Stage 2 - "live" proxy layer capable of swapping bean references in response to component load/unload.

Estimated time: 1 week. This would detect changed datestamps on key files in the components area (probably initially only components.xml) and initiate reload of the associated component. Key abilities:

  • JARs should be copied into a "private area" before code loading to prevent obstructing file handles (primarily on Windows).
  • The proxies should be switched to act as "valves" when a component begins to reload. New invocations across the proxy boundary should block until the reload is completed, but existing calls should be allowed to terminate normally. Cases of extreme delays might be handled with a timeout and forcible termination of the thread (question).
  • Reloading should be able to be turned off selectively or completely for production instances where inadvertent triggering could be dangerous. Should default to "off" unless configured through sakai.properties.

Stage 3 - Enabling reloading for all relevant services - listeners and lifecycles via OSGi

Estimated time: 2-3 days for initial impl, gradual framework migration over months/years.

Some components in Sakai, especially those that are simple and/or cleanly written, may well reload correctly "out of the box". Many of them, unfortunately, will not, without some reworking.

  • Pieces of Spring/component technology which expect to be responsive to reloading should be given a "stub" OSGi implementation of the core listener methods (more below). In particular, every component should be allocated a (largely stub) OSGI BundleContext.

Many existing components in Sakai will not reload correctly. There are many cases of "backwash" APIs where Object references to other Spring beans are held "against the flow", that is, for example, a setter method which calls a method on its argument passing "this" as an argument. The classic case for this is the Observer/Listener pattern, which will need to be taken out of direct control of component code. In order to provide a forwards migration and convergence strategy, deferring to the OSGi semantics and APIs for this function seems wise. We need not implement any substantial quantity of an OSGi container, but ensure that where clients use container-specific functionality, this is provided via OSGi-compliant interfaces.

Key methods are held in the standard OSGi framework interface BundleContext such as "addBundleListener", "addServiceListener" etc.

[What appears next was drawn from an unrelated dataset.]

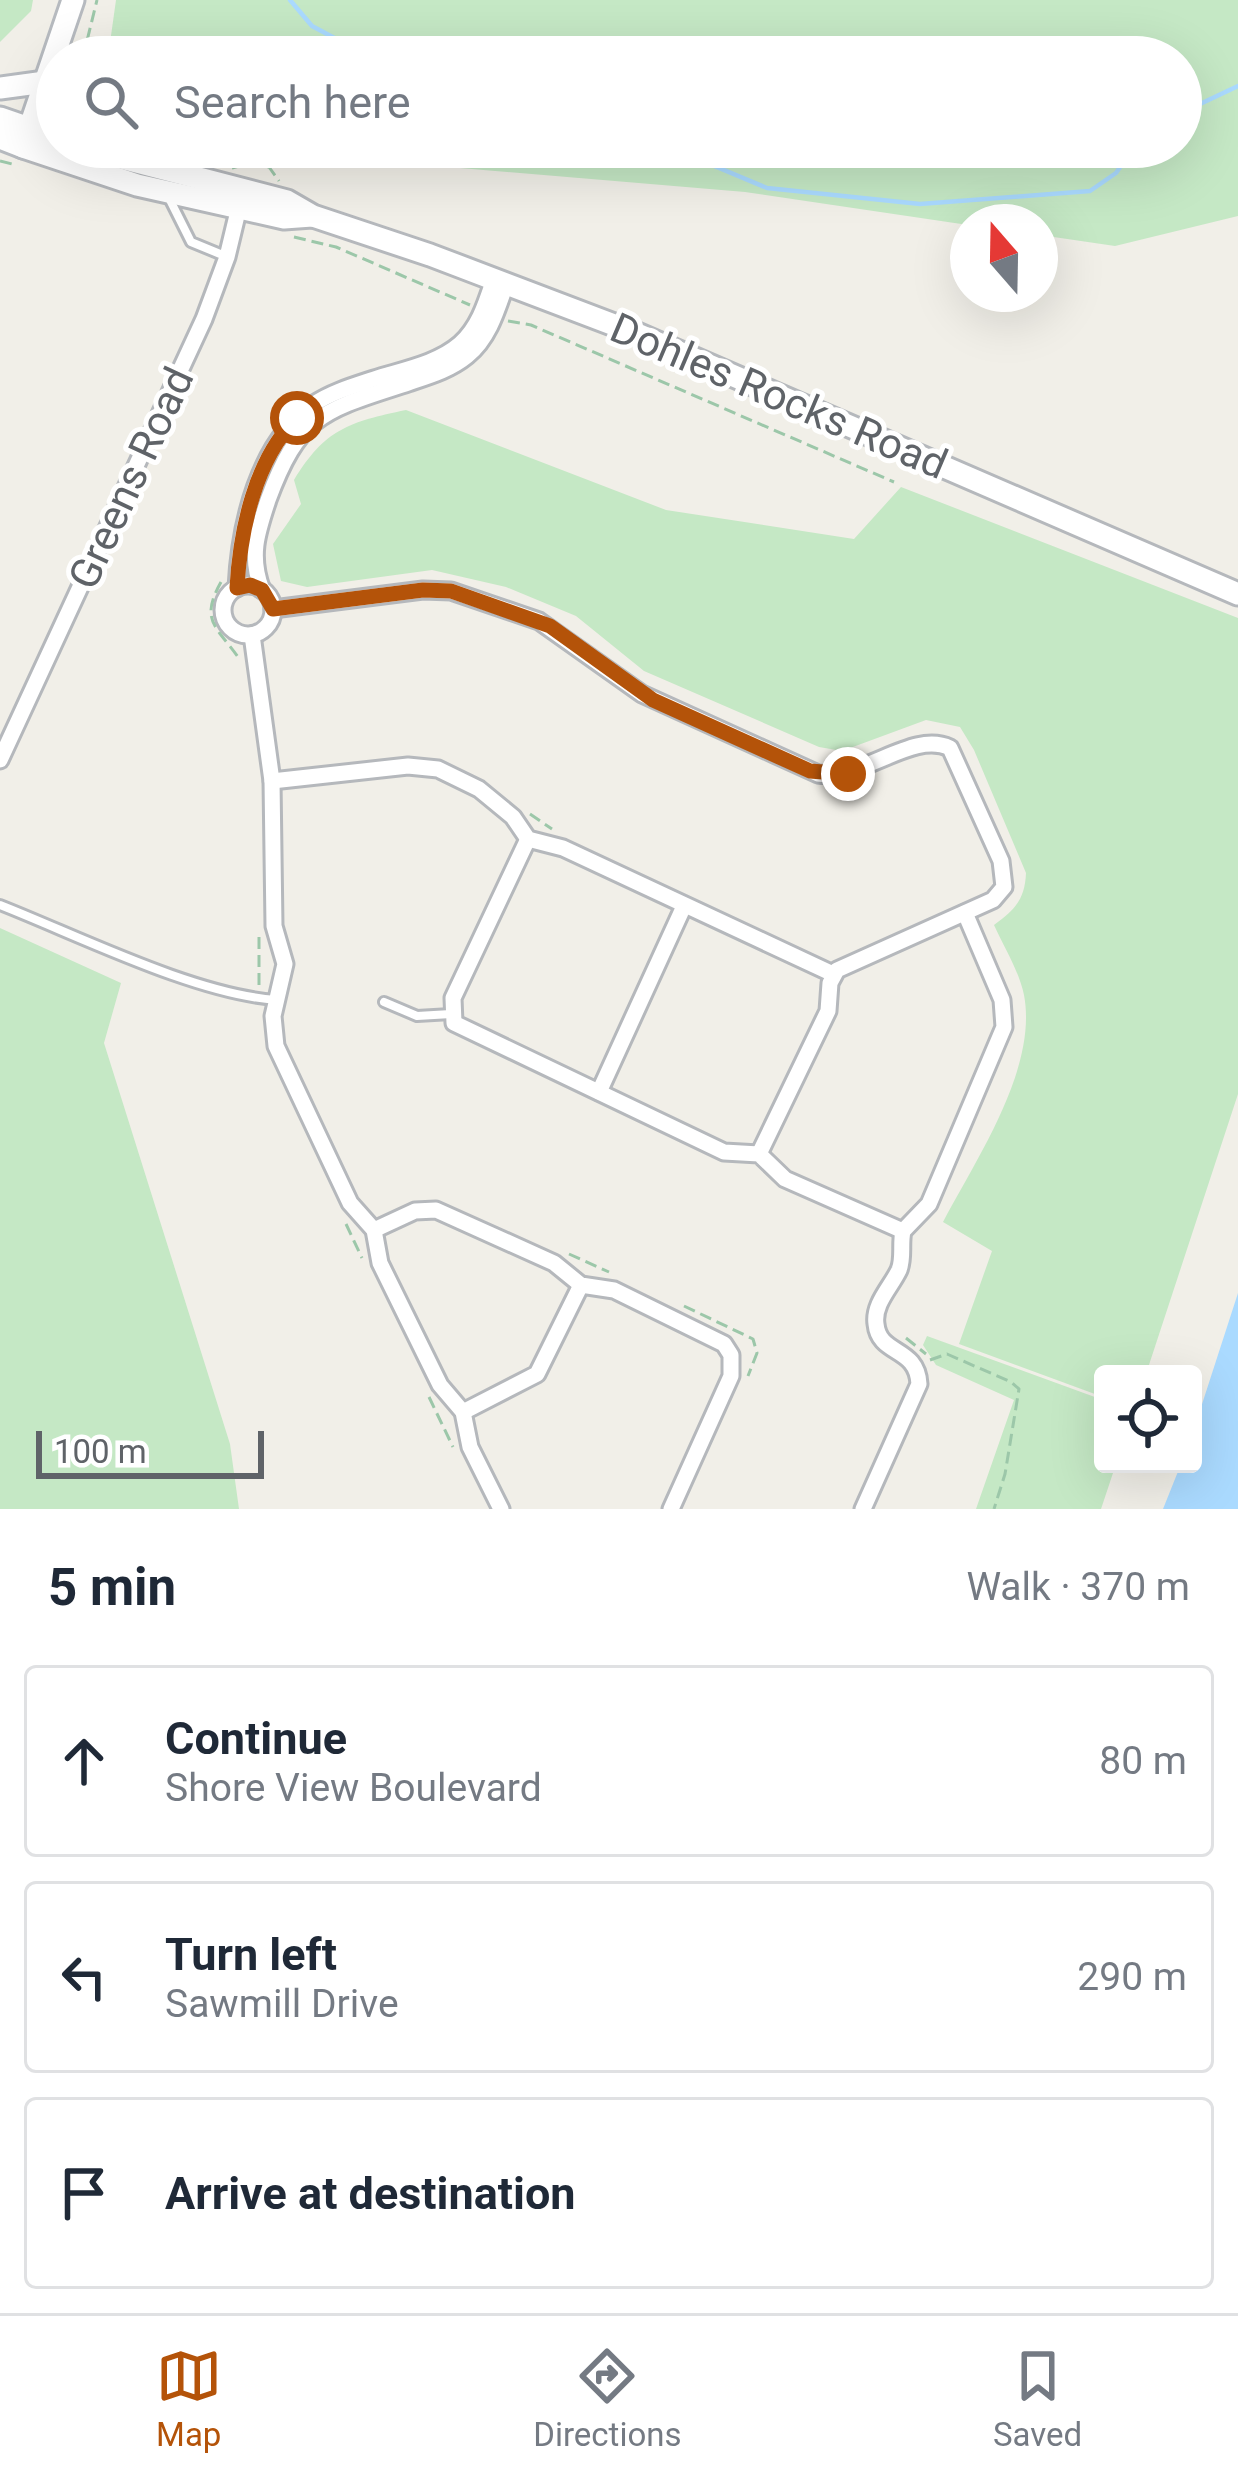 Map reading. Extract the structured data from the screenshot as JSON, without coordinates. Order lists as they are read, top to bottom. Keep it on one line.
{"streets":{"street":["Dohles Rocks Road","Greens Road"]},"crossings":[["Dohles Rocks Road","Greens Road"]],"scale_bar":"100 m","north":"top","page":{"search":"Search here","scale":"100 m","heading":["5 min","Walk · 370 m"],"list":[["Continue","Shore View Boulevard","80 m"],["Turn left","Sawmill Drive","290 m"],"Arrive at destination"],"nav":["Map","Directions","Saved"]}}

A key piece of infrastructure to be used to abstract these details from newer code is patterns such as the BeanCollector as part of the Entity Broker. This allows the Provider pattern to be implemented simply by registering Spring beans implementing a particular interface, which are automatically collected by the framework and handed to clients. Where the client does not require to react to changes in the live bean set, it could simply be handed a "volatile" kind of List/Map. Where it does require to take specific action on detecting reloading/unloading, it should instead use the standard OSGi stubs provided, probably via Spring-OSGi. Older code will need to be reworked to use the new Listener idioms where reloading functionality is required.

Stage 4 - Remove Spring/Hibernate artefacts from shared.

Estimated time: 1 week

Does not depend on Stage 3, can directly follow Stage 2 or even possibly Stage 1. However, should generally cooperate with the strategy chosen for stage 5 rather than being an "ad hoc" (at least for Hibernate).

Spring will be needed to be treated specially, if our current programming idioms are to be preserved. A key ability which we exploit is the ability to inherit from parent Spring definitions held in the shared area into child definitions in components/webapps. The principal case in point is the "AdditionalHibernateMappingsImpl" definition used to export Hibernate mappings up into the Hibernate ClassLoader. This style is not actually even supported by Spring-OSGi, which requires formal importation of references from other bundles using explicit OSGi definitions, and we should consider whether we want to continue to support it within Sakai. It does however seem useful, and supporting it would enable us to decouple the work on removing Spring from shared and the work on removing Hibernate. In order to support this, we would need to supply a special "SkeletalApplicationContext" which would allow Spring BeanDefinitions to be serialised and deserialised across the ClassLoader boundary, this providing the illusion that we have at least a "ConfigurableListableBeanFactory" available as our parent context.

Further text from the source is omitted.